**Task requirements:** How many lines in the records below contain the word "href"? Answer with the number only.

(Dataset extract Opens)

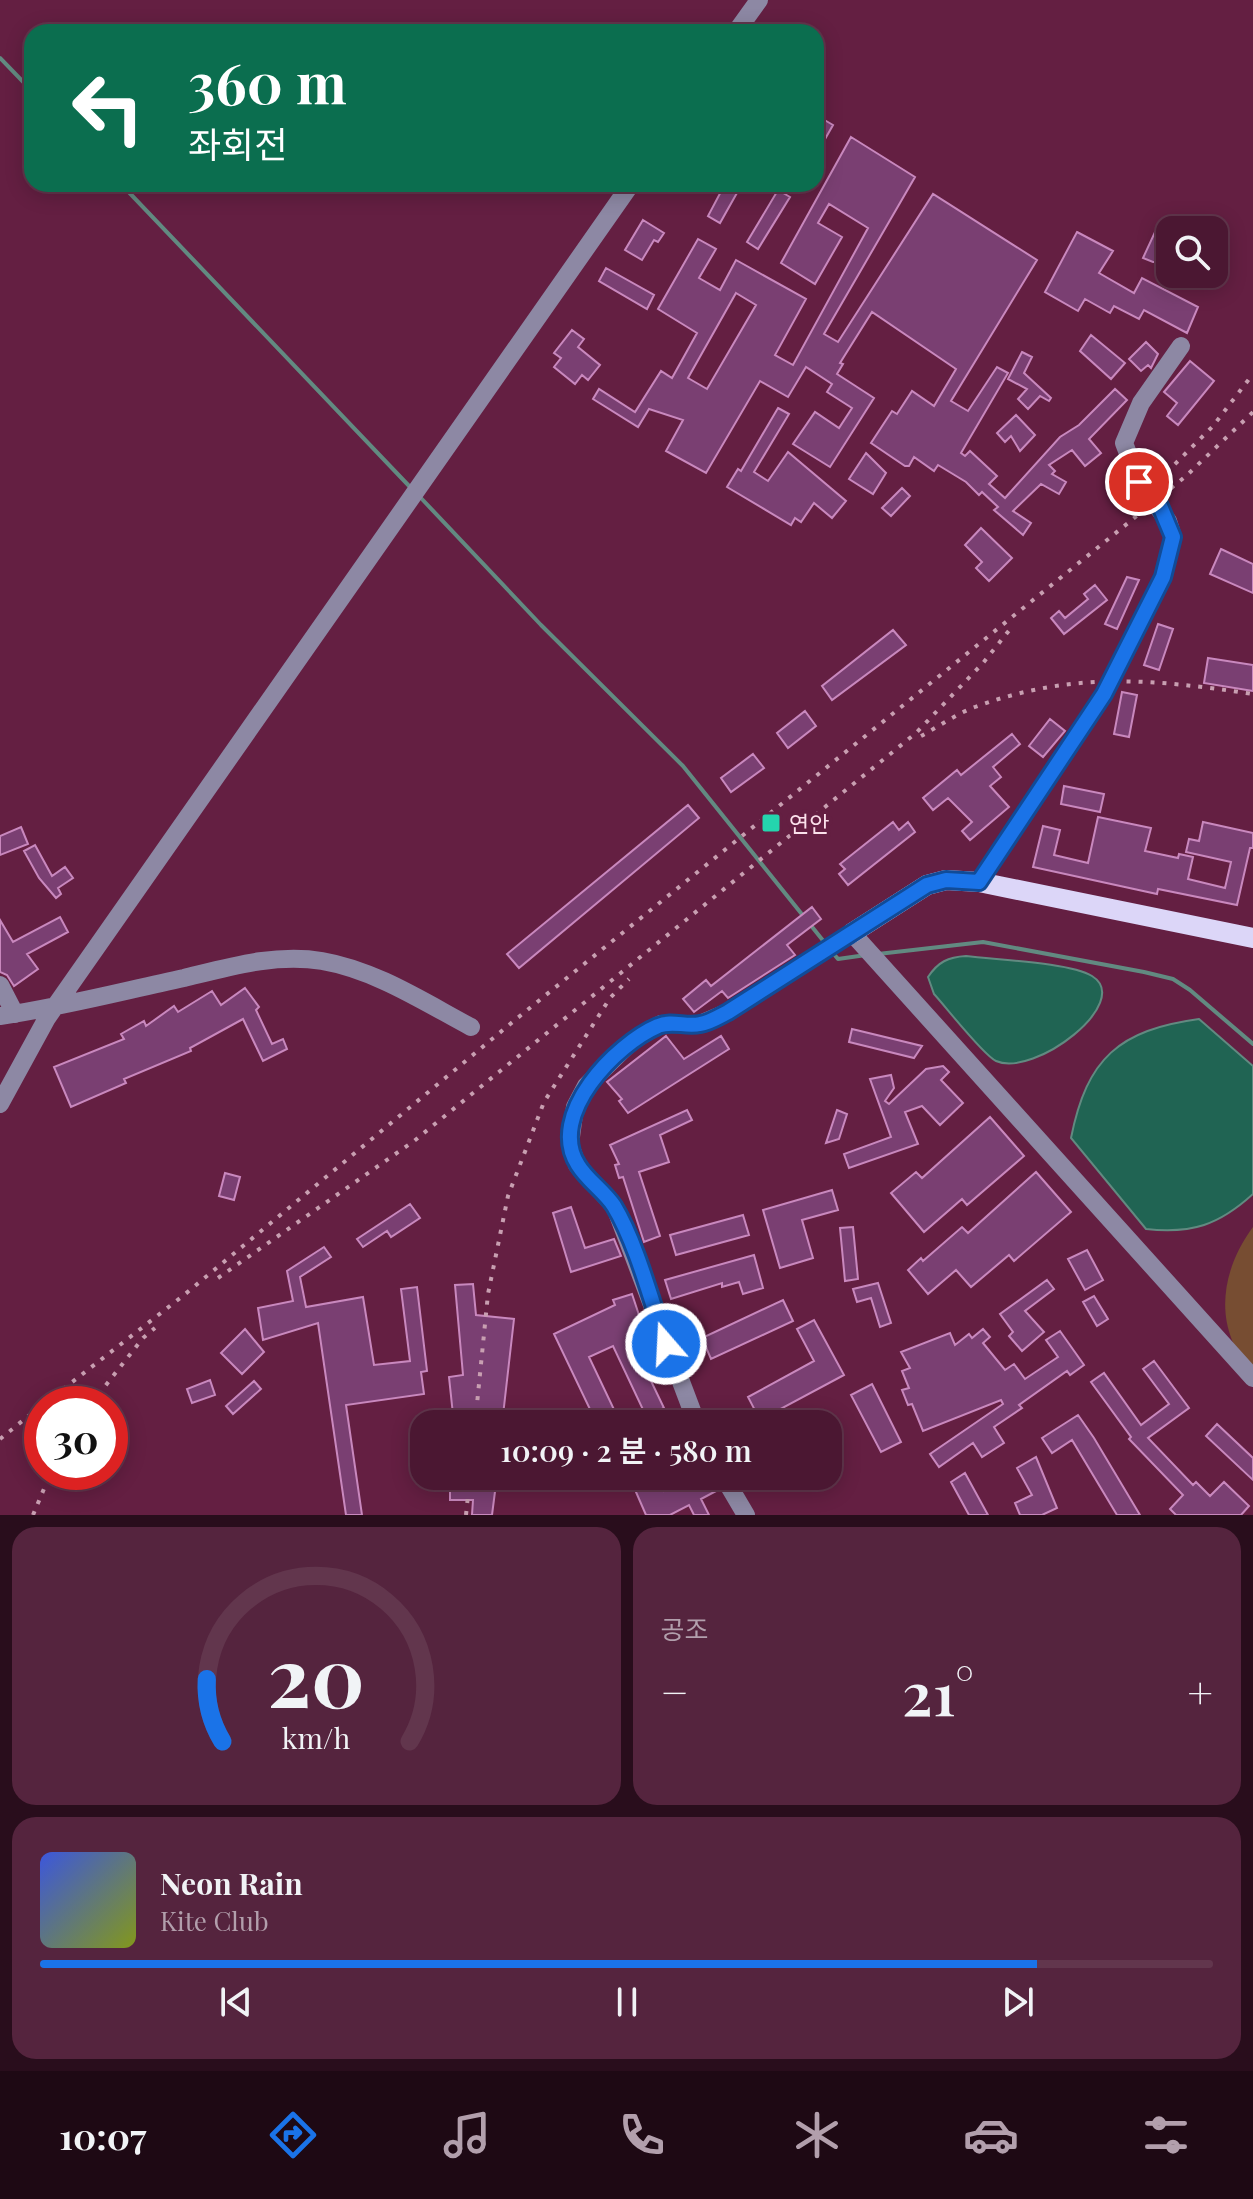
<!DOCTYPE html>
<html lang="ko">
<meta charset="utf-8">
<style>
:root{--surface:#4b1732;--page:#55243e;--text:#f1f3f6;--muted:#b29fac;--line:#62364d;--accent:#1a73e8}
body{margin:0;font-family:"Playfair Display","Noto Sans KR",serif;background:var(--page);color:var(--text);height:100vh;display:flex;flex-direction:column;font-size:30px;white-space:nowrap}
*{box-sizing:border-box;margin:0}
p{font-size:26px;color:var(--muted)}
.icon{flex:none;width:44px;height:44px;fill:none;stroke:currentColor;stroke-width:2;stroke-linecap:round;stroke-linejoin:round}
.map{position:relative;height:1515px;overflow:hidden}
.side{display:flex;flex-direction:column;gap:12px;padding:12px;background:#290d1c;flex:1}
.side>*{flex:none}
.top-card{position:absolute;left:24px;top:24px;width:800px;height:168px;border-radius:24px;box-shadow:0 4px 20px #0003,0 0 0 2px var(--line);background:#0b6e4f;color:#fff;overflow:hidden}
.fabs{position:absolute;left:1156px;top:216px;display:grid;gap:16px}
.fabs a{display:grid;place-items:center;width:72px;height:72px;border-radius:16px;background:var(--surface);box-shadow:0 4px 20px #0003,0 0 0 2px var(--line);font-size:40px}
.speed{position:absolute;left:24px;top:1386px;display:flex;gap:16px;font-size:40px;font-weight:700;text-align:center}
.speed>*{display:grid;place-content:center;width:104px;height:104px;border-radius:50%;background:var(--surface);box-shadow:0 4px 20px #0003,0 0 0 2px var(--line);line-height:1}
.speed .limit{border:12px solid #d22;background:#fff;color:#111}
.pin{position:absolute;display:grid;place-items:center;width:68px;height:68px;color:#fff;margin:-34px;border:4px solid #fff;border-radius:50%;box-shadow:0 2px 8px #0007}
.me{position:absolute;width:88px;margin:-44px;rotate:341deg;stroke-linejoin:round;filter:drop-shadow(0 0 6px #0008)}
.turn{display:flex;align-items:center;gap:28px;height:168px;padding:0 32px;font-size:36px}
.turn .icon{width:104px;height:104px;stroke-width:2.5}
.turn b{display:block;font-size:56px;line-height:68px}
.big{font-size:60px;font-weight:600;line-height:1.1}
.side .widget{flex:1;display:flex;flex-direction:column;justify-content:center;gap:12px;min-width:0;padding:0 28px;border-radius:24px;background:var(--page)}
.side .dial{align-items:center;gap:0}
.dial svg{height:208px;overflow:visible;fill:none;stroke:var(--line);stroke-width:7;stroke-linecap:round;text-anchor:middle}
.dial text{fill:var(--text);stroke:none}
.song{display:flex;align-items:center;gap:24px}
.cover{width:96px;height:96px;border-radius:12px;background:linear-gradient(135deg,hsl(230 70% 55%),hsl(70 70% 35%))}
.played{height:8px;border-radius:4px;background:linear-gradient(90deg,var(--accent) 85%,var(--line) 85%)}
.keys{display:flex;justify-content:space-around;direction:ltr}
.heat{display:flex;justify-content:space-between;align-items:center;font-size:44px;direction:ltr}
.side .tiles{flex:1;display:grid;gap:12px;grid-template-columns:1fr 1fr}
.widget:last-child{grid-column:span 2}
.trip{position:absolute;left:410px;top:1410px;width:432px;height:80px;border-radius:24px;background:var(--surface);box-shadow:0 4px 20px #0003,0 0 0 2px var(--line);font-weight:600;line-height:80px;text-align:center}
.tabs{display:flex;height:128px;justify-content:space-around;align-items:center;background:#1e0914;color:var(--muted)}
.tabs .icon{width:56px;height:56px}
.tabs .selected{color:var(--accent)}
.tabs b{font-size:36px;color:var(--text)}
.map>svg:first-child{display:block}
.green{fill:#774d32}
.water{fill:#206453;stroke:#628a81;stroke-width:2}
.lines{fill:none;stroke-linecap:round;stroke-linejoin:round}
.stream{stroke:#628a81;stroke-width:4}
.building{fill:#7a3f72;stroke:#c988be;stroke-width:2;fill-rule:evenodd}
.minor{stroke:#8d88a4;stroke-width:18}
.major{stroke:#dcd6f8;stroke-width:20}
.rail{stroke:#c89fb1;stroke-width:4;stroke-dasharray:4 8;stroke-linecap:butt}
.route-casing{stroke:#114b97;stroke-width:20}
.route{stroke:#1a73e8;stroke-width:14}
.poi-dot{fill:#24d5ae;stroke:#641f42;stroke-width:3}
.labels{text-anchor:middle;dominant-baseline:central;stroke-width:8;stroke-linejoin:round;paint-order:stroke}
.poi-label{font-size:22px;fill:#fbe1eb;stroke:#641f42;text-anchor:start}
</style>
<div class="map">
<svg width="1253" height="1515" viewBox="0 0 1253 1515">
<rect width="100%" height="100%" fill="#641f42"/>
<path class="green" d="M1253,1227V1372C1212,1330 1220,1271 1253,1227Z"/>
<path class="water" d="M966,956C995,960 1069,962 1092,976C1134,1002 1034,1078 996,1061C983,1055 946,1007 934,994L928,977C938,962 948,957 966,956Z
M1199,1019L1253,1066V1194C1219,1225 1192,1234 1146,1229L1071,1138C1087,1058 1119,1030 1199,1019Z"/>
<g class="lines">
<path class="stream" d="M0,58L32,91
M121,184L411,488
M420,497L541,625L683,766L825,943
M833,953L838,959L866,955
M878,954L983,942L1144,972L1173,979L1190,990L1253,1044"/>
</g>
<path class="building" d="M816,115L833,125L816,155Z
M851,137L915,177L824,334L838,342L933,194L1037,260L951,401L968,411L997,367L1008,373L961,453L965,456L970,451L997,476L989,484L1005,498L1060,437L1079,425L1115,389L1127,400L1089,439L1101,453L1085,466L1072,450L1049,465L1055,471L1052,474L1066,482L1059,494L1041,484L1013,511L1031,523L1023,535L994,510L998,507L982,492L979,495L966,482L938,465L934,471L914,457L909,466H905L871,443L892,411L897,414L912,391L934,406L956,369L872,312L840,363L843,364L837,374L874,398L830,467L793,444L815,412L839,428L852,408L827,392L832,384L806,367L788,397L760,381L706,473L666,451L683,420L649,409L638,427L593,399L599,389L635,412L661,371L672,378L697,333L658,309L698,239L716,249L699,278L720,290L736,260L806,299L775,355L793,365L868,228L829,204L818,223L842,237L815,284L781,263ZM736,293L756,305L707,389L688,378Z
M725,184H742L720,223L708,216Z
M778,190L790,197L758,249L747,242Z
M643,220L664,233L658,242L654,240L642,260L625,250Z
M1077,232L1113,251L1099,273L1134,293L1142,278L1198,307L1187,333L1144,310L1139,319L1114,306L1110,313L1085,299L1078,311L1045,292Z
M1155,232L1169,239L1157,262H1153L1143,258Z
M606,268L654,295L647,309L599,281Z
M572,330L584,339L578,347L600,365L588,380L582,375L575,384L554,367L561,358L554,353Z
M1091,335L1125,363L1111,379L1080,351Z
M1146,342L1158,354L1151,368L1148,365L1141,371L1129,359Z
M1022,352L1032,357L1024,373L1051,398L1049,401L1040,396L1028,409L1018,399L1027,389L1008,379Z
M1190,361L1214,381L1178,425L1167,416L1177,403L1164,392Z
M778,408L789,414L754,472L768,481L788,452L846,501L832,518L814,503L801,522L795,518L791,525L727,487L738,469L741,471Z
M1016,415L1035,435L1020,451L1011,436L1005,442L997,433Z
M866,453L886,473L873,494L849,479Z
M902,488L910,496L891,516L882,508Z
M981,528L1012,558L989,581L976,568L982,562L965,545Z
M1221,549L1253,564V593L1210,574Z
M1127,577L1139,580L1117,629L1105,624Z
M1095,585L1107,600L1064,634L1051,618L1059,611L1065,618L1088,599L1084,594Z
M1158,624L1173,629L1159,670L1144,665Z
M893,630L906,645L832,700L822,686Z
M1208,658L1253,665V691L1204,683Z
M1122,692L1137,695L1129,737L1114,734Z
M805,711L816,726L788,748L777,733Z
M1050,719L1065,731L1043,757L1029,746Z
M1012,734L1020,744L993,767L1001,777L990,786L1009,807L970,840L962,831L972,822L948,798L933,810L923,798L957,770L961,775Z
M753,754L764,768L731,792L721,778Z
M1064,786L1104,794L1100,812L1061,804Z
M688,805L699,818L519,968L507,954Z
M1098,817L1151,828L1145,851L1178,858L1179,854L1193,857L1188,879L1225,888L1231,862L1186,852L1189,839L1199,841L1203,822L1253,833V848H1250L1237,905L1158,889L1157,894L1033,867L1043,826L1060,830L1054,855L1088,863Z
M893,822L899,830L908,822L915,832L848,885L839,874L845,869L840,864Z
M21,827L28,844L0,855V836Z
M35,845L52,876L65,867L73,878L58,888L61,894L56,898L39,878L24,851Z
M812,907L821,919L787,945L795,955L728,998L722,991L694,1012L683,999L706,980L711,986Z
M60,917L68,932L27,954L38,969L14,986L7,975L0,972V920L13,942Z
M245,988L259,1007L256,1010L272,1044L283,1039L287,1049L263,1061L243,1019L190,1048L191,1051L124,1079L126,1083L71,1107L54,1067L124,1039L121,1034L144,1021L146,1026L174,1006L178,1012L212,991L221,1005Z
M852,1029L922,1046L914,1058L849,1042Z
M666,1036L684,1059L721,1036L729,1049L628,1113L619,1101L622,1099L607,1082Z
M943,1066L949,1072L941,1080L963,1103L940,1125L922,1106L905,1112L918,1144L849,1168L844,1154L891,1137L870,1079L891,1075L894,1088L885,1101L889,1104L926,1069Z
M687,1110L692,1120L660,1135L669,1162L639,1172L660,1236L644,1242L623,1177L619,1178L615,1165L619,1164L610,1145Z
M837,1110L847,1114L839,1139L826,1143Z
M990,1117L1024,1156L967,1205L962,1199L924,1232L891,1193L916,1172L922,1178Z
M1036,1172L1071,1212L1014,1261L1009,1255L971,1287L956,1270L928,1294L908,1270L921,1258L923,1261L962,1227L968,1233Z
M225,1173L240,1177L234,1200L219,1196Z
M832,1190L838,1210L802,1220L813,1258L780,1268L763,1210Z
M410,1204L420,1218L391,1237L387,1231L363,1247L357,1239Z
M571,1207L585,1248L614,1239L621,1256L571,1272L553,1213Z
M743,1215L749,1235L676,1255L670,1235Z
M853,1227L858,1279L845,1281L840,1228Z
M324,1247L331,1257L300,1277L306,1307L363,1297L374,1365L410,1361L401,1289L417,1287L427,1371L421,1372L424,1394L346,1405L362,1515H346L318,1323L263,1340L258,1308L293,1301L287,1271Z
M1087,1250L1103,1280L1085,1290L1068,1259Z
M754,1255L763,1288L743,1294L739,1282L722,1287V1283L671,1299L665,1280Z
M1047,1280L1054,1289L1025,1311L1044,1332L1022,1351L1009,1336L1013,1332L1000,1314Z
M878,1283L891,1323L880,1327L871,1298L857,1302L853,1289Z
M473,1284L476,1315L514,1319L502,1424H454L449,1377L463,1375L455,1285Z
M632,1294L652,1354L640,1358L664,1408L646,1416L613,1346L589,1357L619,1420L597,1424L554,1334L615,1305L613,1300Z
M1094,1296L1108,1319L1097,1326L1083,1302Z
M783,1300L793,1321L711,1359L702,1338Z
M814,1320L844,1375L760,1420L748,1397L814,1361L797,1329Z
M245,1329L264,1352L242,1374L221,1353Z
M983,1329L990,1337L983,1343L1005,1370L1014,1364L1025,1379L1058,1357L1046,1340L1060,1331L1084,1365L1070,1375L1067,1371L1019,1405L1022,1408L994,1427L1004,1443L982,1457L973,1443L939,1467L930,1454L1003,1404L1001,1400L923,1431L912,1404L908,1405L902,1390L909,1388L902,1371L910,1368L901,1352L950,1333L955,1345L969,1334L972,1338Z
M1154,1361L1189,1408L1148,1438L1193,1485L1196,1482L1210,1496L1224,1482L1249,1506L1241,1515H1176L1170,1509L1183,1495L1129,1439L1131,1437L1091,1382L1104,1373L1141,1425L1169,1404L1143,1369Z
M210,1380L215,1395L192,1403L187,1389Z
M254,1381L261,1389L233,1414L226,1406Z
M872,1384L901,1442L881,1452L851,1395Z
M1078,1415L1094,1438L1140,1515H1117L1072,1440L1052,1453L1042,1438Z
M1217,1424L1253,1458V1480L1206,1436Z
M1036,1457L1057,1508L1042,1515H1020L1015,1503L1032,1495L1017,1468Z
M965,1473L988,1515H969L951,1482Z
M497,1476L492,1515H472L473,1500H450V1477Z
M629,1476H656L664,1491L694,1476H711L718,1490L701,1499L709,1515H694L689,1505L670,1515H646Z"/>
<g class="lines">
<path class="minor" d="M736,32L759,0
M979,882L1104,694L1163,577L1173,537L1168,521L1139,482L1124,443L1141,403L1181,346
M0,985L15,1014
M0,1016C62,1007 123,991 184,978C229,967 276,953 322,961C375,970 424,1002 471,1027
M0,1104L47,1018L631,184
M697,1424L615,1207L577,1165L570,1144L575,1107L586,1086L632,1041L661,1024H700L728,1012L852,933L1253,1378
M723,1476L746,1515"/>
<path class="major" d="M852,933L927,885L946,880L979,882L1253,938"/>
<path class="rail" d="M1141,498L1213,426L1253,374
M921,736C938,727 956,714 975,707C1073,671 1152,679 1253,694
M218,1278L414,1141L916,733L983,663L1011,628
M44,1404L184,1295L515,1020L1186,476L1253,412
M91,1404L143,1338L155,1328
M475,1424L488,1294L508,1196L544,1102L610,998L629,979
M0,1439L42,1405
M33,1515L51,1472
M466,1515L470,1476"/>
</g>
<g class="lines">
<defs>
<path id="route" d="M666,1344C652,1303 636,1242 614,1206C604,1191 587,1180 578,1165C546,1115 616,1044 658,1026C671,1020 686,1027 700,1024C709,1023 720,1016 728,1012L927,885L946,880L979,882L1104,694L1163,577L1173,537L1160,506L1139,482"/>
</defs>
<use href="#route" class="route-casing"/>
<use href="#route" class="route"/>
</g>
<rect class="poi-dot" x="761" y="813" width="20" height="20" rx="4"/>
<g class="labels">
<g class="poi-label">
<text x="789" y="823">연안</text>
</g>
</g>
</svg>
<div class="fabs">
<a><svg class="icon" aria-label="search" viewBox="0 0 24 24"><circle cx="10" cy="10" r="6"/><path d="M15 15l6 6"/></svg></a>
</div>
<div class="speed"><div class="limit">30</div></div>
<div class="pin" style="left:1139px;top:482px;background:#d93025"><svg class="icon" aria-label="arrive" viewBox="0 0 24 24"><path d="M6 21V4h12l-3 4 3 4H6"/></svg></div>
<svg class="me" style="left:666px;top:1344px" viewBox="-20 -20 40 40"><circle r="17" fill="#1a73e8" stroke="#fff" stroke-width="3"/><path d="M0-11L8 9 0 5-8 9z" fill="#fff"/></svg>
<div class="trip">10:09 · 2 분 · 580 m</div>
<div class="top-card">
<div class="turn"><svg class="icon" aria-label="left" viewBox="0 0 24 24"><path d="M17 20v-9H6M10 6l-5 5 5 5"/></svg><div><b>360 m</b>좌회전</div></div>
</div>
</div>
<section class="side">
<div class="tiles">
<div class="widget dial"><svg viewBox="0 0 100 80">
<path d="M14 69A42 42 0 1 1 86 69"/>
<path d="M14 69A42 42 0 0 1 8 45" stroke="#1a73e8"/>
<text x="50" y="56" font-size="32" font-weight="700">20</text>
<text x="50" y="72" font-size="11">km/h</text>
</svg></div>
<div class="widget"><p>공조</p>
<div class="heat"><a>−</a><b class="big">21°</b><a>+</a></div>
</div>
<div class="widget">
<div class="song"><i class="cover"></i><div><b>Neon Rain</b><p>Kite Club</p></div></div>
<div class="played"></div>
<div class="keys"><svg class="icon" aria-label="previous" viewBox="0 0 24 24"><path d="M18 5L8 12l10 7zM5 5v14"/></svg><svg class="icon" aria-label="pause" viewBox="0 0 24 24"><path d="M8 5v14M16 5v14"/></svg><svg class="icon" aria-label="next" viewBox="0 0 24 24"><path d="M6 5l10 7-10 7zM19 5v14"/></svg></div>
</div>
</div>
</section>
<nav class="tabs">
<b>10:07</b>
<svg class="icon selected" aria-label="directions" viewBox="0 0 24 24"><path d="M12 3l9 9-9 9-9-9zM9 14v-3h6M13 9l2 2-2 2"/></svg>
<svg class="icon" aria-label="music" viewBox="0 0 24 24"><path d="M9 18V5l10-2v13"/><circle cx="6" cy="18" r="3"/><circle cx="16" cy="16" r="3"/></svg>
<svg class="icon" aria-label="phone" viewBox="0 0 24 24"><path d="M5 4h4l2 5-3 2q2 4 5 5l2-3 5 2v4C11 20 4 13 5 4z"/></svg>
<svg class="icon" aria-label="climate" viewBox="0 0 24 24"><path d="M12 3v18M4 7l16 10M4 17L20 7"/></svg>
<svg class="icon" aria-label="car" viewBox="0 0 24 24"><path d="M5 17H2v-5l4-1 3-4h7l3 4 3 1v5h-3M9 17h6M6 11h13"/><circle cx="7" cy="17" r="2"/><circle cx="17" cy="17" r="2"/></svg>
<svg class="icon" aria-label="filters" viewBox="0 0 24 24"><path d="M4 7h16M4 17h16"/><circle cx="9" cy="7" r="2"/><circle cx="15" cy="17" r="2"/></svg>
</nav>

(Dataset extract Closes)

**Answer box:** 2